‘Firing manager’ should be same one who did the hiring
When you need to terminate an employee, it makes sense for the same manager who hired the employee to also pull the trigger on the firing. That bit of legal strategy—the so-called "same actor defense"—could help you defend a discrimination lawsuit down the road.
Reason: If the supervisor who fires an employee also hired the individual, it will be a lot harder for the employee to claim the termination was due to discrimination (at least when the employee alleges discrimination based on an obvious characteristic, such as race or gender).
If you use the same-actor defense, it’s up to the fired employee to overcome the inference that the decision was not discrimination. This defense is no guarantee, but it does force employees to prove that underlying discrimination is the real reason for the discharge.
Recent case: Sygma Networks used a four-person hiring committee to choose Gladys Antonio, a black woman from Zimbabwe, for an accounting position. The decision was unanimous, and all four committee members knew Antonio’s race and nationality.
Months later, one of the committee members and Antonio’s direct supervisor told Antonio she had offensive body odor and that the reason might be her culture. Antonio complained, and the company warned the supervisor to be more sensitive.

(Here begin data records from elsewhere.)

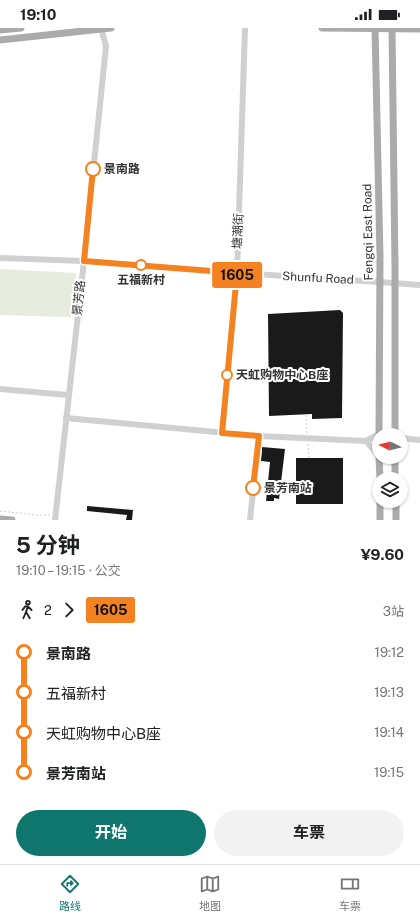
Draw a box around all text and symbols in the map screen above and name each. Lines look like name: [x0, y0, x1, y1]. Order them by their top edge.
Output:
text: 19:10: [20, 6, 56, 23]
marker: 景南路: [85, 161, 101, 177]
place label: 景南路: [104, 162, 140, 176]
street label: Fengqi East Road: [360, 183, 376, 281]
street label: 塘潮街: [230, 213, 246, 249]
marker: 五福新村: [135, 259, 147, 271]
line badge: 1605: [209, 262, 265, 288]
text: 1605: [220, 267, 254, 283]
street label: Shunfu Road: [282, 269, 354, 287]
place label: 五福新村: [117, 273, 165, 287]
street label: 景芳路: [70, 279, 88, 317]
place label: 天虹购物中心B座: [236, 368, 328, 382]
marker: 天虹购物中心B座: [221, 369, 233, 381]
north arrow: [372, 428, 408, 464]
map controls: [372, 428, 408, 508]
button: layers: [372, 472, 408, 508]
marker: 景芳南站: [245, 480, 261, 496]
place label: 景芳南站: [264, 481, 312, 495]
text: 5 分钟: [16, 532, 80, 558]
text: ¥9.60: [361, 546, 404, 563]
text: 19:10 – 19:15 · 公交: [16, 563, 121, 578]
icon: walk: [16, 599, 38, 621]
icon: forward: [58, 599, 80, 621]
text: 1605: [94, 602, 127, 618]
text: 2: [44, 603, 52, 618]
text: 3站: [383, 604, 404, 619]
text: 景南路: [46, 645, 91, 662]
text: 19:12: [375, 645, 404, 660]
text: 五福新村: [46, 685, 106, 702]
text: 19:13: [374, 685, 404, 700]
text: 天虹购物中心B座: [46, 725, 161, 742]
text: 19:14: [374, 725, 404, 740]
text: 景芳南站: [46, 765, 106, 782]
text: 19:15: [374, 765, 404, 780]
button: 开始: [16, 810, 206, 856]
button: 车票: [214, 810, 404, 856]
tab: 路线: [59, 873, 81, 913]
tab: 地图: [199, 873, 221, 913]
tab: 车票: [339, 873, 361, 913]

Nine months after that, Antonio failed to show up to work for four days. The hiring committee fired her for job abandonment. (She said that she had returned to Zimbabwe for a visit but phone problems prevented her from notifying the company about her flight delay.)
She filed a race discrimination lawsuit, claiming the firing was retaliation for her odor-comment complaining. A federal appeals court disagreed, concluding that it made no sense for the same committee, obviously aware of Antonio’s race and national origins when it hired her, to fire her for those very reasons a year later. Antonio would have to come up with convincing proof that more was at work. Without more proof, the court applied a presumption of legitimacy to the committee decision. (Antonio v. The Sygma Network, No. 05-1374, 10th Cir., 2006)
Replacing disabled worker with another can limit bias claim
To prove discrimination, employees must show that it’s more likely than not that their employer discriminated based on the employee’s protected characteristic (age, disability, gender, race, etc.).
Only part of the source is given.